I took my car in to get the breaks fixed on Friday. It wont be fixed until tuesday. Last night my phone broke. I cant even get to the address book. IM me or email me if you need to get in contact. Leave phone numbers. I will always love you.
I just opened this email at work: On Saturday, 28 February, the tile floors in the 1st floor rest-rooms of Building D will be cleaned and re-sealed. The rest-rooms will be closed for most of the day Thanks for the info, support center.
Signs that you are heavily involved in midterms (also applies for finals) -You're on the 3rd time through wearing a shirt that hasn't been washed. -Your entire wardrobe is displayed in Jackson Pollock fashion with your room is the canvas. -Your shower has not been in use for over three days. -You could swear that your nicotine patch is broken. -Four month old can of peanuts transform into a gourmet dinner. -Despite the sound of metal grinding on metal, your breaks can wait till the weekend. -The once conversation filled textbox of an IM is now as empty as that promise you made to your ex-girlfriend. -Shaving seems too trendy at this point, or at least that's how you justify it to your co-workers. -Writing things on websites becomes both a nice break as well as a procrastination technique suggested by Lucifer himself.
Today /mark is grey (and slow) because apparently sampling music is a good thing. Goto greytuesday.org to see why.
UPDATE: Perhaps the funniest Onion article I have read to date. If you are a friend of mine, I have some bad news. You won't be seeing me for 9 days. Yes its true, a mere six weeks into the semester and I am at the point where I am worried if I will have enough time to even use the bathroom and still get all of my school work done for the midterm. I thought it was going to be a pretty easy semester, but I am realizing that every class I am taking has more 'working at home' time than any other class I've taken at Regis, so I pretty much dropped the ball on that one.
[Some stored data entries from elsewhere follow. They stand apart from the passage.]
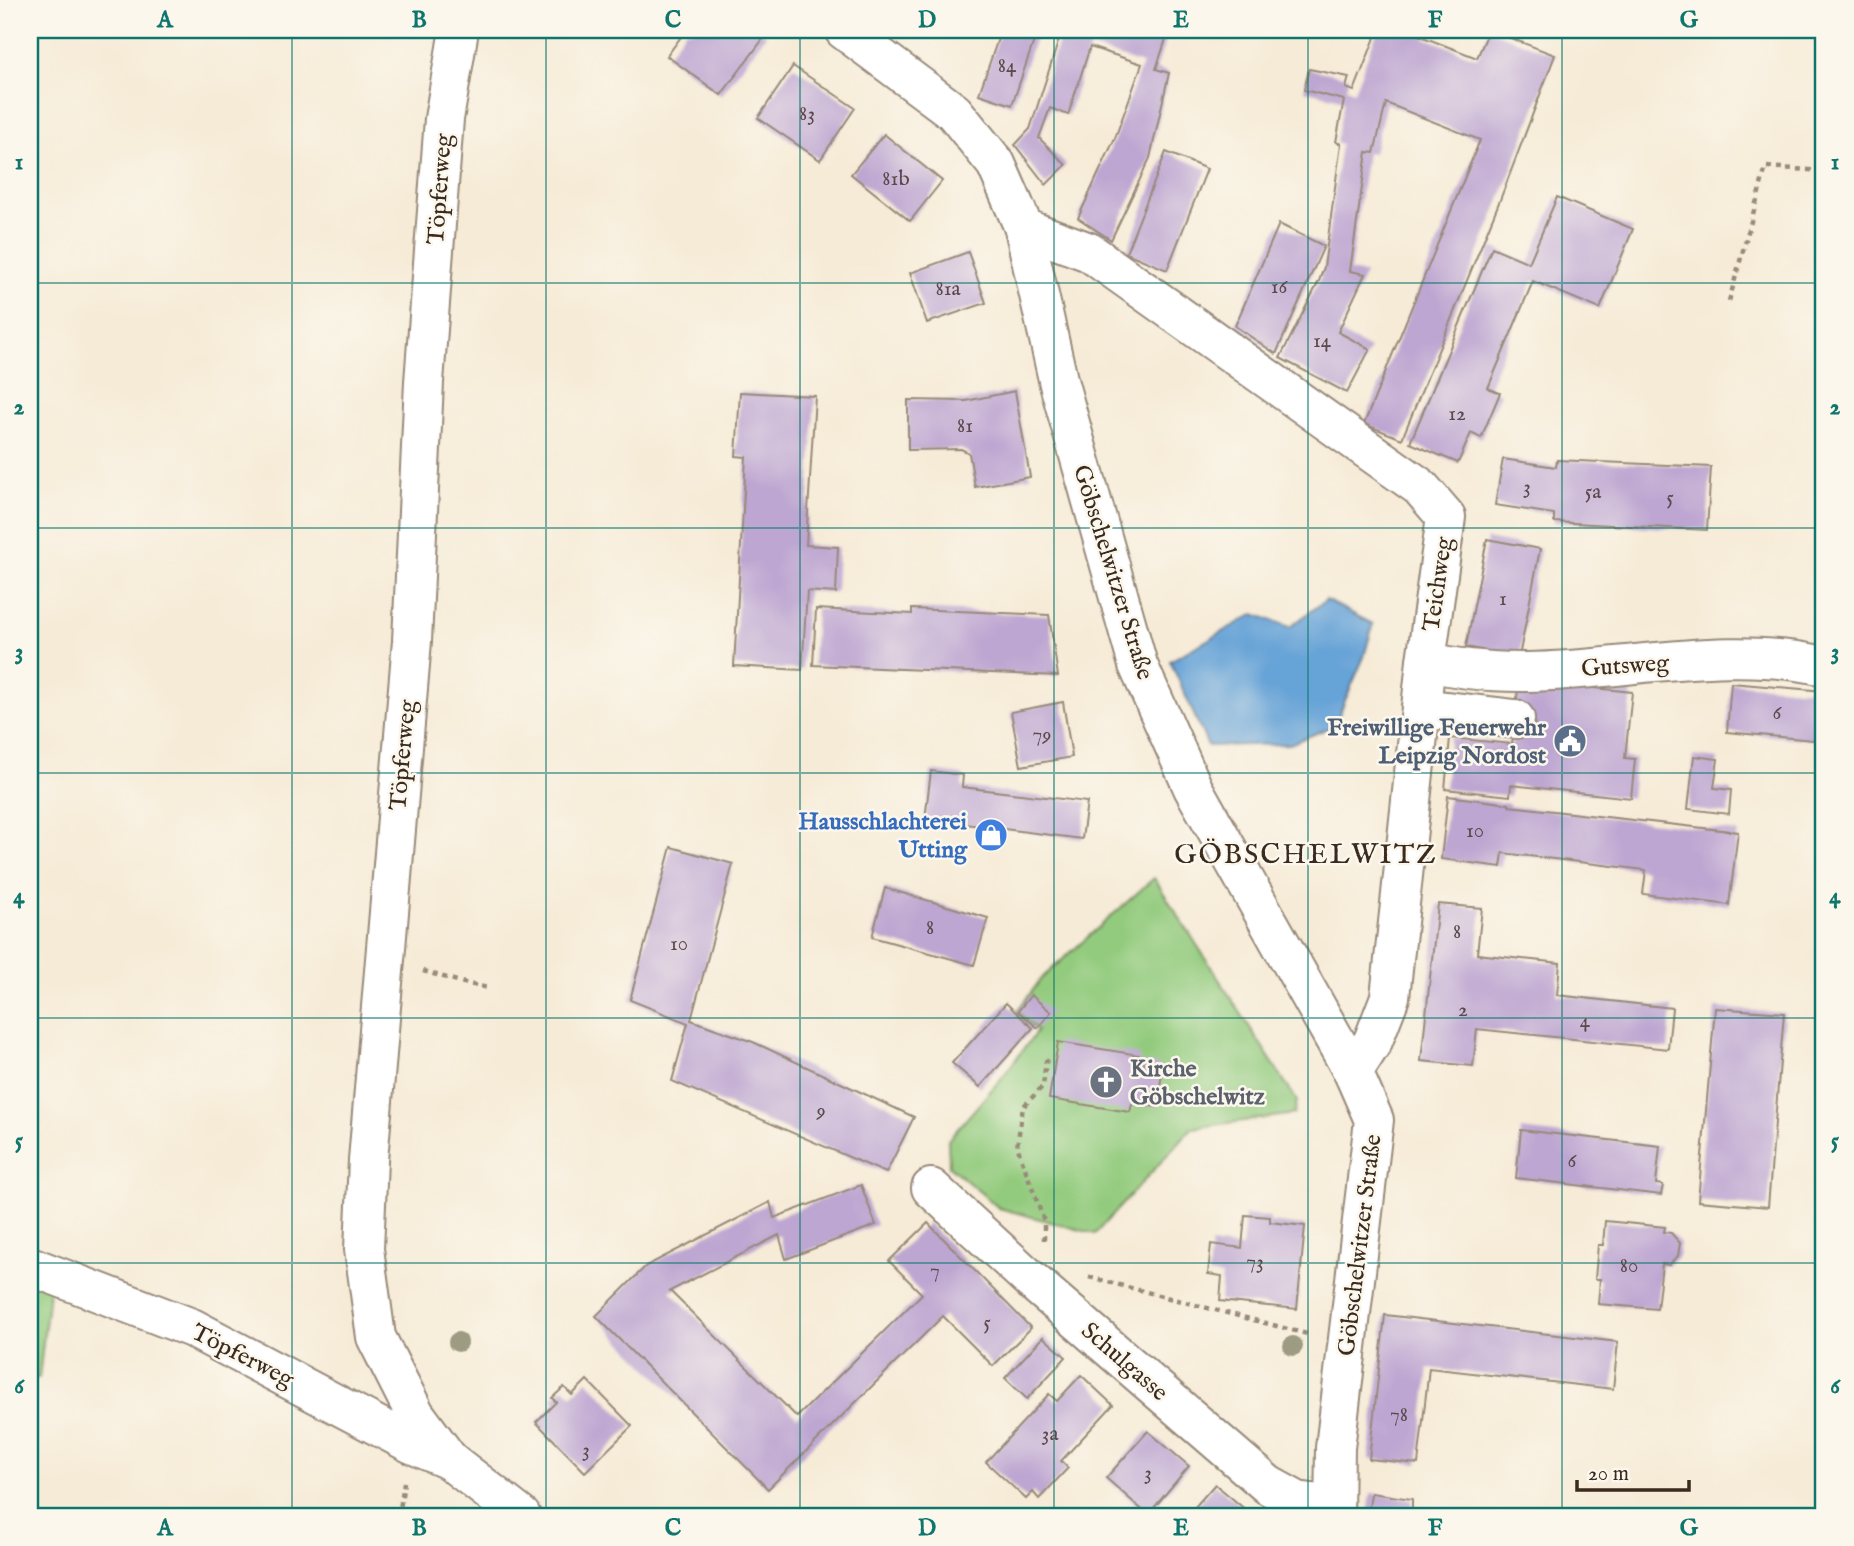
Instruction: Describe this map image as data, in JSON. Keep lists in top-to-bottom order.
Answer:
{
  "streets": {
    "street": [
      "Töpferweg",
      "Göbschelwitzer Straße",
      "Teichweg",
      "Gutsweg",
      "Schulgasse"
    ]
  },
  "crossings": [
    ["Göbschelwitzer Straße", "Teichweg"],
    ["Göbschelwitzer Straße", "Schulgasse"],
    ["Teichweg", "Gutsweg"]
  ],
  "districts": ["GÖBSCHELWITZ"],
  "places": {
    "public building": ["Freiwillige Feuerwehr Leipzig Nordost"],
    "shop": ["Hausschlachterei Utting"],
    "church": ["Kirche Göbschelwitz"]
  },
  "house_numbers": [
    "84",
    "83",
    "81b",
    "16",
    "81a",
    "14",
    "12",
    "81",
    "3",
    "5a",
    "5",
    "1",
    "6",
    "79",
    "10",
    "8",
    "8",
    "10",
    "2",
    "4",
    "9",
    "6",
    "73",
    "80",
    "7",
    "5",
    "78",
    "3a",
    "3",
    "3"
  ],
  "scale_bar": "20 m",
  "grid": {
    "columns": [
      "A",
      "B",
      "C",
      "D",
      "E",
      "F",
      "G"
    ],
    "rows": [
      "1",
      "2",
      "3",
      "4",
      "5",
      "6"
    ]
  }
}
I will, however be visiting the lovely town of St. Louis this weekend for my cousins wedding, so If you want any souvenirs (like a St. Louis Arch ashtray), just let me know. [Please note I will not be able to get any East St. Louis merchandise as I am somewhat susceptible to radiation from contaminated water and air] -=MovieQuoteoftheDay=- "This is so bad it's almost good." "This is so bad it's gone past good and back to bad again."
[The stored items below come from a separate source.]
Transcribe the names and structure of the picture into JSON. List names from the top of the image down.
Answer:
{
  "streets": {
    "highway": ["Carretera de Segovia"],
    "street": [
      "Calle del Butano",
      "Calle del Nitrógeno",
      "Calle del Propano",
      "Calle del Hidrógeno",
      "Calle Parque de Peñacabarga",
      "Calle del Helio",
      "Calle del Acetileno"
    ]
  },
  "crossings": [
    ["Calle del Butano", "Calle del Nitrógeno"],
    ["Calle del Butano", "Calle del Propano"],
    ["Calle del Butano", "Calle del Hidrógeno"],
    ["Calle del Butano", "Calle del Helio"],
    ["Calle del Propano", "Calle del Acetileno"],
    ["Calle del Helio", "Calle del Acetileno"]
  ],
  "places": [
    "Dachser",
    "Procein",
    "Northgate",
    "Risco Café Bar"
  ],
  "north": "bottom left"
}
I found this website yesterday for numchucks. Thats right, numchucks. I was talking to my friend Jen and she was talking about using nunchucks to kill herself in order to avoid a lecture class she was in. I then realized just how powerful numchucks can be, so I looked up some information on the web about them, and found the numchuck page. check it out here. It has a totally sweet picture and comments from some readers on just how powerful and awesome numchucks can really be. Theres a new mp3 of the eon up (on the left side menu), courtesy of michael, so check that out too. -=MovieQuoteoftheDay=- "Enjoy my jacket, which you stole from me."
My friend Kael has this band called Bear vs Larger Bear. They have been playing for about a year or a year and a half. In that year+, they have changed and evolved so much, and I have had the privelage to watch them get better and better and better. By this point, I believe they have truly found their unique sound. I think you should all check it out at bearvslargerbear.com. They have also just put up 3 new mp3s which sound really good. Please check them out and tell me what you think. -=MoviequoteoftheDay=- "If everyone in the world married someone of a different race, after one generation, there would be no prejudice."
I'm trying to get a bunch of people together to see the Mammoth game on Saturday night. It's at 7 against the Vancouver Ravens at Pepsi Center. Let me know if you want to go because we'll probably get tickets on Friday.